“Eat up,” he said. “Sounds like we’re going to be up half the night packin’.”
The moment they got home, Trent plugged in the truck to recharge the batteries. They hadn’t used much power just on a trip downtown and back, but he liked to keep them fully charged, and he always started a trip that way. You never knew when your next chance to plug in would be, especially when you were going off-road, and interstellar travel was about as off-road as you could get.
While Donna started packing food and clothing into the camper, he dug out the components for the hyperdrive and mounted them into their places. The field coil went into a cubbyhole between the camper and the cab, where it would be as close as possible to the center of the truck. The actual electronics went behind the seat, where they could get to it in an emergency even if they were in space. Not that they would be able to do much if anything went wrong. Neither he nor Donna were techie enough to troubleshoot more than a burned-out fuse, but they could at least do that much. The computer that controlled everything would sit on Donna’s lap during launch and on the dashboard afterward, Velcroed down so it wouldn’t drift loose in free fall.

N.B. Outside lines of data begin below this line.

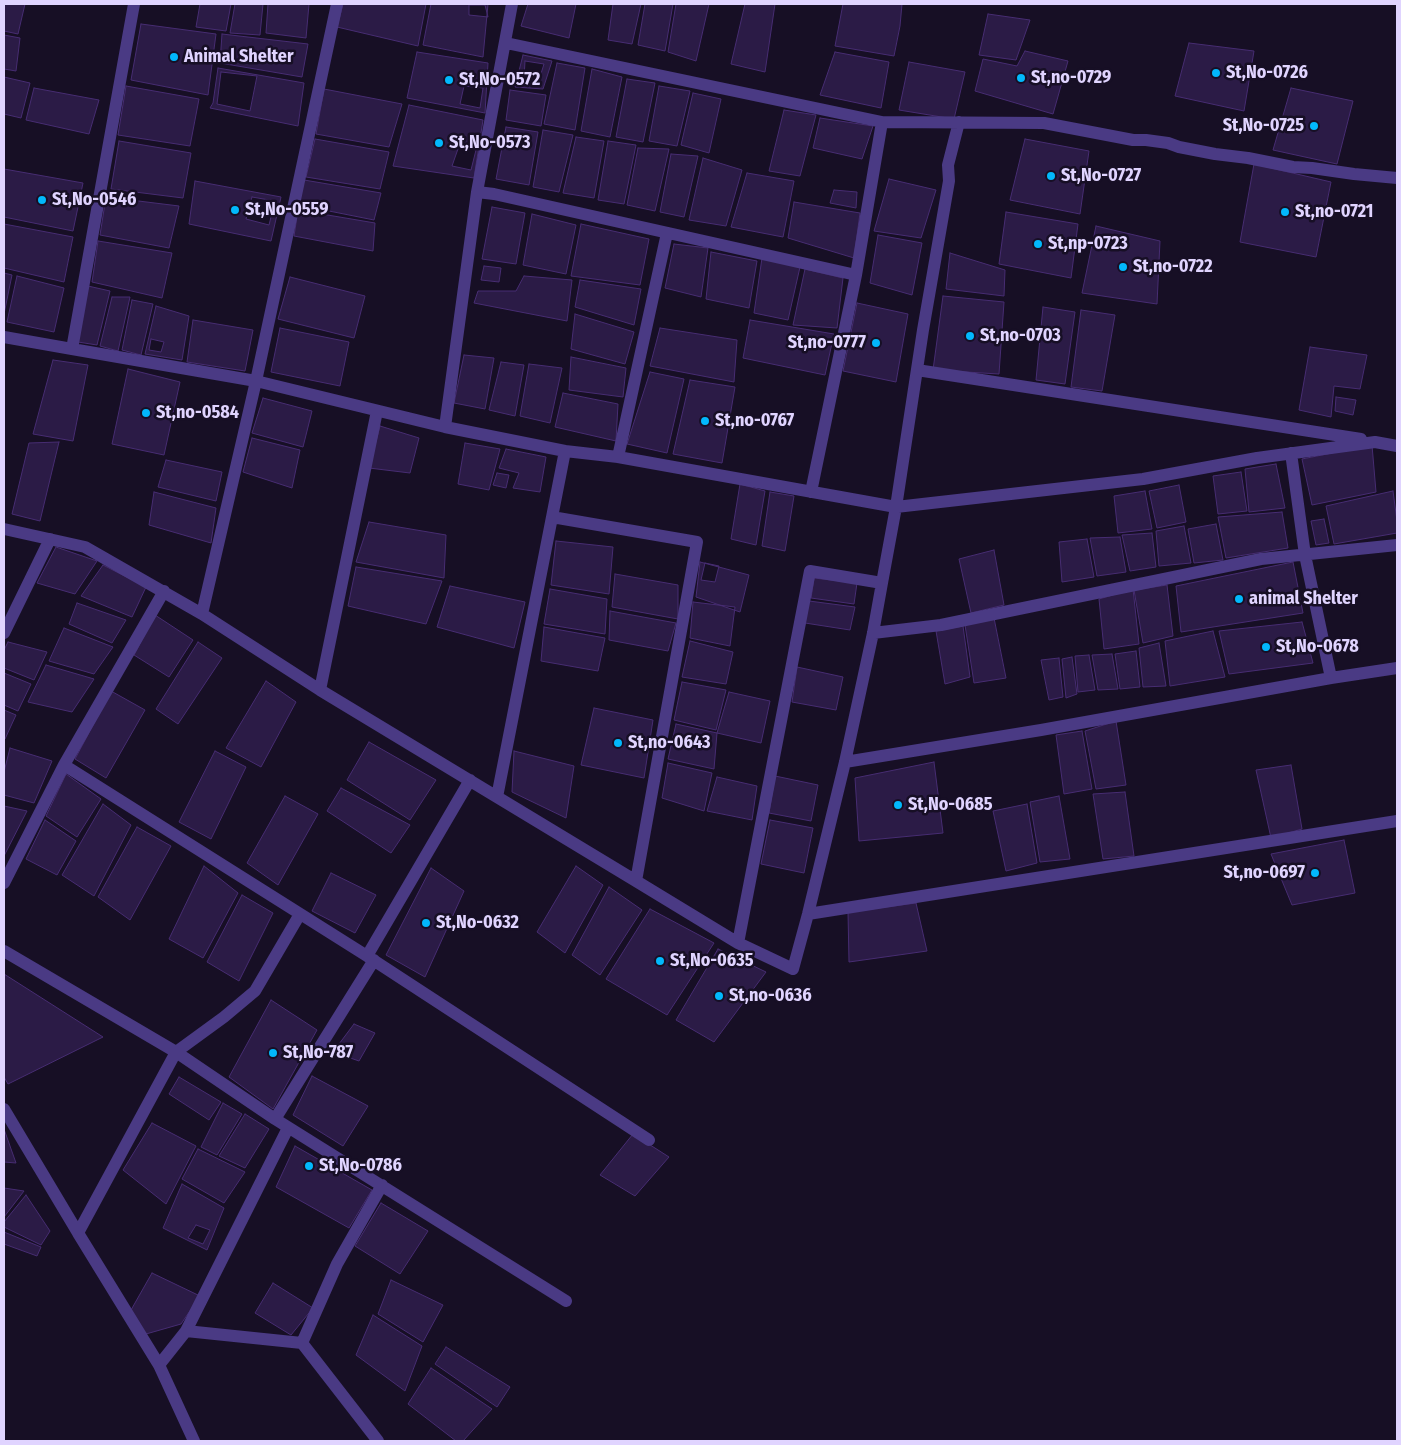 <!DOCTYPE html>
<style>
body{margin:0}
#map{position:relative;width:1401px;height:1445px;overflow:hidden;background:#170f25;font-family:"Fira Sans Condensed",sans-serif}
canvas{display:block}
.frame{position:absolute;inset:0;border:5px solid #e0d4ff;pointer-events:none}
</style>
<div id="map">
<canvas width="1401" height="1445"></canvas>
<div class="frame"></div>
</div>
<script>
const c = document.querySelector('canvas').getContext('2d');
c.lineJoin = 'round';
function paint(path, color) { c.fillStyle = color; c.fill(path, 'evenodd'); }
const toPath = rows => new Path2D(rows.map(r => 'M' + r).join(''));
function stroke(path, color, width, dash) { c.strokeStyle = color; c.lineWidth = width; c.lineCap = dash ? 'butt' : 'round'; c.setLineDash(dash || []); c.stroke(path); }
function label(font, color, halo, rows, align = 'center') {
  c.font = font + ' "Fira Sans Condensed",sans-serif'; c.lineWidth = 5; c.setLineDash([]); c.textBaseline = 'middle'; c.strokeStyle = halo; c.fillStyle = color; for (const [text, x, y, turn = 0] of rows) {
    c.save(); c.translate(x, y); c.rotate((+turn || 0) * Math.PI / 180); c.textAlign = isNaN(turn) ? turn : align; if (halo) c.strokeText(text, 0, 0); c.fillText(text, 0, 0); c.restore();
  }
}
const building = toPath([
 [4,4,25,4,18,34,4,31,4,4],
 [200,4,231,4,226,31,196,27,200,4],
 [235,4,263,4,260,35,230,33,235,4],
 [268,4,309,4,306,38,266,33,268,4],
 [343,4,426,4,418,46,337,27,343,4],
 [431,4,488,4,483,57,423,45,431,4],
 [528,4,576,4,569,38,521,26,528,4],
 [613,4,641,4,632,44,608,40,613,4],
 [645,4,673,4,665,51,638,45,645,4],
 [676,4,709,4,696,61,668,52,676,4],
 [745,4,775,4,765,72,731,64,745,4],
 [843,4,902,4,900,26,894,56,835,46,843,4],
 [469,5,485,5,488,17,469,15,469,5],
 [988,14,1030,20,1016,60,979,55,988,14],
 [141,24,216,34,208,95,131,80,141,24],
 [222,34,308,44,302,77,220,63,222,34],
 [4,35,20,38,16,71,4,69,4,35],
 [1189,43,1254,51,1244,111,1175,96,1189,43],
 [1025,51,1068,61,1053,114,975,91,983,59,1017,66,1025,51],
 [417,52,488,63,485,113,407,98,417,52],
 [835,52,889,62,881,108,820,95,835,52],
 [523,55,552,61,543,89,515,87,523,55],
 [525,61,544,64,539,80,524,79,525,61],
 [909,62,965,72,954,119,899,110,909,62],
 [557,63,585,68,575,130,544,124,557,63],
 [218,68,304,83,298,126,210,108,213,103,218,68],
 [592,69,622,77,610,137,581,131,592,69],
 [221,72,257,76,250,111,217,104,221,72],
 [4,77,30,83,21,118,4,114,4,77],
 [627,79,655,83,643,142,616,137,627,79],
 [126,86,199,99,190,146,118,135,126,86],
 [464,86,483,88,480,108,460,104,464,86],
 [659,86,690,91,677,146,649,141,659,86],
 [34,88,99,100,89,134,26,120,34,88],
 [1291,88,1353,101,1337,164,1273,150,1291,88],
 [324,89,402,104,389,147,316,134,324,89],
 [510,90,546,95,541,126,506,120,510,90],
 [693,93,721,99,709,153,681,145,693,93],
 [409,105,483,120,474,178,393,166,409,105],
 [784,110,816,115,800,176,769,171,784,110],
 [820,118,873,126,862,159,813,148,820,118],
 [506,127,538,132,529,185,496,179,506,127],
 [543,130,573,135,559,192,533,187,543,130],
 [576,137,604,141,594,198,563,193,576,137],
 [315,139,389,152,380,189,306,177,315,139],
 [1025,139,1089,151,1080,214,1010,200,1025,139],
 [119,141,191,153,183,198,111,189,119,141],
 [608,141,636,145,624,204,598,200,608,141],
 [459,146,476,150,471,170,452,166,459,146],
 [638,148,669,149,655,211,627,205,638,148],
 [671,154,698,156,684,217,660,212,671,154],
 [703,158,742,170,726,226,689,220,703,158],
 [1254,164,1331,182,1316,257,1240,242,1254,164],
 [4,169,83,183,73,231,4,217,4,169],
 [747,173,794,181,783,237,731,227,747,173],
 [889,179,936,190,921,238,874,231,889,179],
 [304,180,381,193,374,220,299,205,304,180],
 [195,181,281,197,271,241,189,224,195,181],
 [834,190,857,192,856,208,830,203,834,190],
 [106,197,179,206,169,248,100,235,106,197],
 [252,197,275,201,269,225,246,219,252,197],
 [794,202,860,213,854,258,788,238,794,202],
 [492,207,525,213,516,264,482,259,492,207],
 [298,210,375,223,373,251,294,236,298,210],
 [1006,212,1078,224,1071,278,999,264,1006,212],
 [532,214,576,225,566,274,523,265,532,214],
 [4,224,73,237,64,282,4,268,4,224],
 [581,224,649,239,640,285,571,276,581,224],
 [1096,226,1160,241,1157,304,1082,293,1096,226],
 [878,235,922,243,912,295,870,283,878,235],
 [98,241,172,253,162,298,92,282,98,241],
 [674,244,708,248,701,297,665,288,674,244],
 [711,252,757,261,749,308,706,299,711,252],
 [950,253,1005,270,1004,296,946,289,950,253],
 [762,258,800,267,788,320,754,313,762,258],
 [484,266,501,268,499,282,481,280,484,266],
 [805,269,843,278,837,328,793,325,805,269],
 [4,273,12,275,4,314,4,273],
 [17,276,64,288,54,332,7,322,17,276],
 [524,276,572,280,567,321,474,303,478,291,516,291,524,276],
 [290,277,365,296,354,338,278,319,290,277],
 [580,280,641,289,634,325,575,307,580,280],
 [88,286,110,291,97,345,78,342,88,286],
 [943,296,1004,302,999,374,933,370,943,296],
 [112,297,130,297,118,351,100,346,112,297],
 [132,300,153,304,141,355,122,350,132,300],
 [857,303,908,314,896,382,843,371,857,303],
 [156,306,189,316,182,360,145,354,156,306],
 [1043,307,1075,312,1065,384,1036,380,1043,307],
 [1081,310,1115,315,1102,391,1071,387,1081,310],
 [575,314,634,332,625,364,571,349,575,314],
 [193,320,253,330,245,371,187,362,193,320],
 [750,320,834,334,825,375,743,358,750,320],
 [280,328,349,342,340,386,271,372,280,328],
 [660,328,737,340,734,382,650,366,660,328],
 [151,339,164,342,161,352,149,350,151,339],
 [1310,347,1367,355,1360,389,1334,386,1331,417,1299,410,1310,347],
 [464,355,494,358,485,409,454,403,464,355],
 [571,357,626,368,623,397,569,390,571,357],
 [53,360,88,365,73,441,33,434,53,360],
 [501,362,524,365,515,416,489,410,501,362],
 [529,364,562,368,550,423,520,416,529,364],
 [128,369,180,382,164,455,112,444,128,369],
 [650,372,684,379,667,453,627,444,650,372],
 [690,380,735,387,722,463,673,454,690,380],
 [563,393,618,404,616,441,555,427,563,393],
 [1336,397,1356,400,1353,415,1335,411,1336,397],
 [263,398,312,411,303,447,252,433,263,398],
 [380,426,419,438,410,473,369,468,380,426],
 [252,438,300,450,292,488,243,472,252,438],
 [59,442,40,521,12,514,29,443,59,442],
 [465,443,500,449,489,490,458,484,465,443],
 [1372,445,1376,492,1312,505,1302,459,1372,445],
 [506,449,546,457,540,492,513,488,519,473,499,468,506,449],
 [166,460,222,472,216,501,158,487,166,460],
 [1276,464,1285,508,1249,512,1245,469,1276,464],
 [1241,472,1247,511,1218,514,1213,476,1241,472],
 [497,473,509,475,506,488,493,485,497,473],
 [740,484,765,491,756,545,731,539,740,484],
 [1179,485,1186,522,1157,528,1149,491,1179,485],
 [1145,491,1152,529,1118,533,1114,496,1145,491],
 [1393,491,1397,521,1397,533,1334,544,1326,506,1393,491],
 [154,492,216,508,211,543,149,525,154,492],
 [770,492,794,496,785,551,762,546,770,492],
 [1282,512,1288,548,1226,558,1218,517,1282,512],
 [1324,519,1329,543,1316,545,1311,521,1324,519],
 [369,522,446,535,444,578,356,562,369,522],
 [1216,524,1223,560,1194,563,1188,529,1216,524],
 [1184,526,1191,563,1159,566,1156,531,1184,526],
 [1152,533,1156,567,1130,571,1122,535,1152,533],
 [1120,537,1126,572,1097,576,1090,538,1120,537],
 [1087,539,1094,577,1062,582,1059,542,1087,539],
 [556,541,613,547,609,594,551,585,556,541],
 [56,547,97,561,75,594,37,583,56,547],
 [994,550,1004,605,971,613,959,559,994,550],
 [700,562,749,575,740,612,696,597,700,562],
 [1293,562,1303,613,1181,632,1176,586,1293,562],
 [705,563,719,566,715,582,701,580,705,563],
 [103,565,146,587,132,617,81,596,103,565],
 [356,567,442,581,426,624,348,606,356,567],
 [615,574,678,585,678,619,612,607,615,574],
 [814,578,857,583,854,604,811,598,814,578],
 [1167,585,1173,636,1143,643,1134,590,1167,585],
 [450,586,525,602,514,648,437,627,450,586],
 [550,589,607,599,605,634,544,624,550,589],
 [1133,589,1139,644,1104,649,1099,599,1133,589],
 [809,601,855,607,850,630,805,623,809,601],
 [693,602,735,607,730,646,690,638,693,602],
 [77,603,126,620,112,643,69,624,77,603],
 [610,611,676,623,668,651,609,640,610,611],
 [155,615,193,640,169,677,134,655,155,615],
 [994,618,1006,678,974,683,965,625,994,618],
 [1302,622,1313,663,1229,674,1219,631,1302,622],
 [963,626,970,677,945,684,936,631,963,626],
 [544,627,605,638,598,671,541,661,544,627],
 [64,628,113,647,94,674,49,661,64,628],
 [1213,631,1225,677,1170,686,1165,641,1213,631],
 [690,641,733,652,726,684,682,677,690,641],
 [8,642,47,652,34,680,4,668,4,650,8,642],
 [198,642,222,658,178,724,156,709,198,642],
 [1159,643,1166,686,1143,687,1139,648,1159,643],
 [1136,651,1140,687,1120,689,1115,654,1136,651],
 [1112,654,1118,689,1098,690,1092,655,1112,654],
 [1089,655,1095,690,1078,692,1075,656,1089,655],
 [1072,657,1077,694,1066,698,1062,659,1072,657],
 [1059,658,1063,697,1049,700,1041,660,1059,658],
 [46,665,94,679,72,712,28,702,46,665],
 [797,667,843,677,836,710,792,702,797,667],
 [4,673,31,684,18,711,4,705,4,673],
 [266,681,296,702,261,767,226,748,266,681],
 [682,682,726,690,716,730,674,720,682,682],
 [111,691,145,710,106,778,75,759,111,691],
 [729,692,770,701,761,743,717,733,729,692],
 [594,708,653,720,644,778,581,765,594,708],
 [4,710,16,715,5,739,4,739,4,710],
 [1116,721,1126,785,1096,789,1085,731,1116,721],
 [676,724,717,733,714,769,668,759,676,724],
 [1082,731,1092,789,1064,794,1056,735,1082,731],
 [369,742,436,780,410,820,347,780,369,742],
 [10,748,52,761,34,803,4,795,4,772,10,748],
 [215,751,246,767,211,839,179,822,215,751],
 [514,751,574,766,566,818,512,792,514,751],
 [934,762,943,833,859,841,855,778,934,762],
 [668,763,712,773,704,811,662,798,668,763],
 [1291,765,1302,829,1271,838,1256,770,1291,765],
 [66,774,101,799,77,837,46,816,66,774],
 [775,776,818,785,811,821,769,813,775,776],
 [717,777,757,786,752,820,707,811,717,777],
 [341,788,410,825,391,853,327,811,341,788],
 [1125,792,1134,856,1103,859,1093,794,1125,792],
 [285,796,318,814,278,885,247,863,285,796],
 [1059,796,1070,859,1040,862,1030,802,1059,796],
 [103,804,131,825,94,896,62,875,103,804],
 [1027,804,1037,863,1006,871,993,811,1027,804],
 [4,806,27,811,4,856,4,806],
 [45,820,76,841,57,875,26,859,45,820],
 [770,820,813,828,804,873,761,864,770,820],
 [137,827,171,846,130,920,98,897,137,827],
 [1344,840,1355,893,1292,905,1271,854,1344,840],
 [204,866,238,893,203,958,169,939,204,866],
 [576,866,603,885,565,953,537,932,576,866],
 [431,868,464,891,425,977,386,955,431,868],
 [331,873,376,895,355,933,312,911,331,873],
 [609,887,642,910,600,975,572,955,609,887],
 [242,895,273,913,239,981,207,962,242,895],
 [916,903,927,951,849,962,848,912,916,903],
 [650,909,714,943,667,1015,606,979,650,909],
 [718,949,766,972,714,1042,676,1020,718,949],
 [4,974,103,1037,8,1084,4,1077,4,974],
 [271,1000,317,1030,273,1109,229,1077,271,1000],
 [354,1024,375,1033,359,1061,333,1052,354,1024],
 [312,1076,368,1106,343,1146,293,1115,312,1076],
 [179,1077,221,1102,209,1120,169,1094,179,1077],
 [223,1103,242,1114,217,1155,201,1147,223,1103],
 [245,1114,269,1129,245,1168,219,1156,245,1114],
 [152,1123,196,1146,166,1204,123,1170,152,1123],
 [4,1129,16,1163,4,1162,4,1129],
 [633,1134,669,1157,635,1196,600,1175,633,1134],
 [295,1146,372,1190,349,1228,276,1187,295,1146],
 [198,1149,245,1172,224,1203,182,1179,198,1149],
 [182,1184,224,1208,207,1250,163,1228,182,1184],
 [4,1188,24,1191,4,1217,4,1188],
 [26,1195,50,1231,41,1245,4,1227,4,1222,26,1195],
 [381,1203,428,1231,400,1274,355,1246,381,1203],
 [196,1225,210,1230,203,1244,188,1238,196,1225],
 [4,1232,41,1247,37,1256,4,1244,4,1232],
 [152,1273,200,1296,181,1324,146,1334,131,1310,152,1273],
 [391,1280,443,1305,423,1342,378,1314,391,1280],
 [273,1283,313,1308,291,1335,255,1313,273,1283],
 [373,1315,422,1346,405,1391,356,1355,373,1315],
 [446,1347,510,1387,497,1407,435,1364,446,1347],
 [431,1368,492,1409,463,1441,456,1441,408,1404,431,1368]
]);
const minor = toPath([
 [506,43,882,122],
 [959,122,948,165,949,181,923,330,896,507,1143,479,1257,458,1375,442,1397,446],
 [477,192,494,194,856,275,882,122,1044,123,1133,140,1146,140,1168,143,1179,147,1215,154,1248,158,1293,167,1312,168,1354,174,1397,178],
 [4,337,72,349,134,4],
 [72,349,256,381,337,4],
 [917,370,1361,439],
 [377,411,320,690,497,797,565,451,445,427],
 [565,451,618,457,896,507,882,583,810,571,738,943],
 [1291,453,1305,555,1331,678],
 [618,457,667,233],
 [811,492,856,275],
 [4,529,85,547,202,614],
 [164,591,64,765,367,956,470,780],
 [4,633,50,539],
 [873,633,941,625,1261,559,1397,545],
 [320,690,202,614,256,381,445,427,477,192,512,4],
 [845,762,1041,730,1331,678,1397,668],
 [497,797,636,881,697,542,552,517],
 [636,881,738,943,793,969,808,914,845,762,873,633,882,583],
 [4,883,64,765],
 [808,914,1397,821],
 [4,951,176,1052,224,1017,255,991,300,914],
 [367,956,649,1140],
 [374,960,275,1119,566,1301],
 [4,1109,78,1233],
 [186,1331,302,1343],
 [159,1365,186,1331,288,1128],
 [194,1441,159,1365,78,1233,176,1052,275,1119],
 [378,1441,302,1343,337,1264,382,1185]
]);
const markers = [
 [174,57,5,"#02b8fc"],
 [1216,73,5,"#02b8fc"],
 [1021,78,5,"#02b8fc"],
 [449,80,5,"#02b8fc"],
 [1314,126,5,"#02b8fc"],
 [439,143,5,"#02b8fc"],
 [1051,176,5,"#02b8fc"],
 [42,200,5,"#02b8fc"],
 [235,210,5,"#02b8fc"],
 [1285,212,5,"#02b8fc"],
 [1038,244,5,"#02b8fc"],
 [1123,267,5,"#02b8fc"],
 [970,336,5,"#02b8fc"],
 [876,343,5,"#02b8fc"],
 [146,413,5,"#02b8fc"],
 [705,421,5,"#02b8fc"],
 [1239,599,5,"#02b8fc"],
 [1266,647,5,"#02b8fc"],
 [618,743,5,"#02b8fc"],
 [898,805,5,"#02b8fc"],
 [1315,873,5,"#02b8fc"],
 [426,923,5,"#02b8fc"],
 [660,961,5,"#02b8fc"],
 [719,996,5,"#02b8fc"],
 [273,1053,5,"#02b8fc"],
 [309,1166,5,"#02b8fc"]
];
const poiNames = [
 ["Animal Shelter",184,57],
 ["St,No-0726",1226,73],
 ["St,no-0729",1031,78],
 ["St,No-0572",459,80],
 ["St,No-0725",1304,126,"right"],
 ["St,No-0573",449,143],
 ["St,No-0727",1061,176],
 ["St,No-0546",52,200],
 ["St,No-0559",245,210],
 ["St,no-0721",1295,212],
 ["St,np-0723",1048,244],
 ["St,no-0722",1133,267],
 ["St,no-0703",980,336],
 ["St,no-0777",866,343,"right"],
 ["St,no-0584",156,413],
 ["St,no-0767",715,421],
 ["animal Shelter",1249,599],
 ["St,No-0678",1276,647],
 ["St,no-0643",628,743],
 ["St,No-0685",908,805],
 ["St,no-0697",1305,873,"right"],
 ["St,No-0632",436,923],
 ["St,No-0635",670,961],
 ["St,no-0636",729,996],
 ["St,No-787",283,1053],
 ["St,No-0786",319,1166]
];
paint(building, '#2b1b46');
stroke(building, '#472d72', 1);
stroke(minor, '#4a3a84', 12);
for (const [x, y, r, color] of markers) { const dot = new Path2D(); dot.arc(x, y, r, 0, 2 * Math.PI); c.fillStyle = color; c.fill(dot); stroke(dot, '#170f25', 2); }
label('bold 18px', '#e0d4ff', '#170f25', poiNames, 'left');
</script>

The power to run the hyperdrive came straight from the truck’s plasma cells. They were good for about 200 miles on the ground, or maybe fifty hyperspace jumps, depending on how close to a planet you were for each jump. According to Allen Meisner, the more mass you were near, the more energy it took. It had something to do with the way space was bent around planets and suns and stuff. Trent had a hard time seeing how you could bend something like space, but Allen had sworn it was true, and the guy had designed an engine that not only bent it but folded it in two, so he ought to know.
Trent plugged everything in and tested the connections, then went inside to see if Donna had the computer ready. She was still working at it, her face glowing pale blue in the screens light.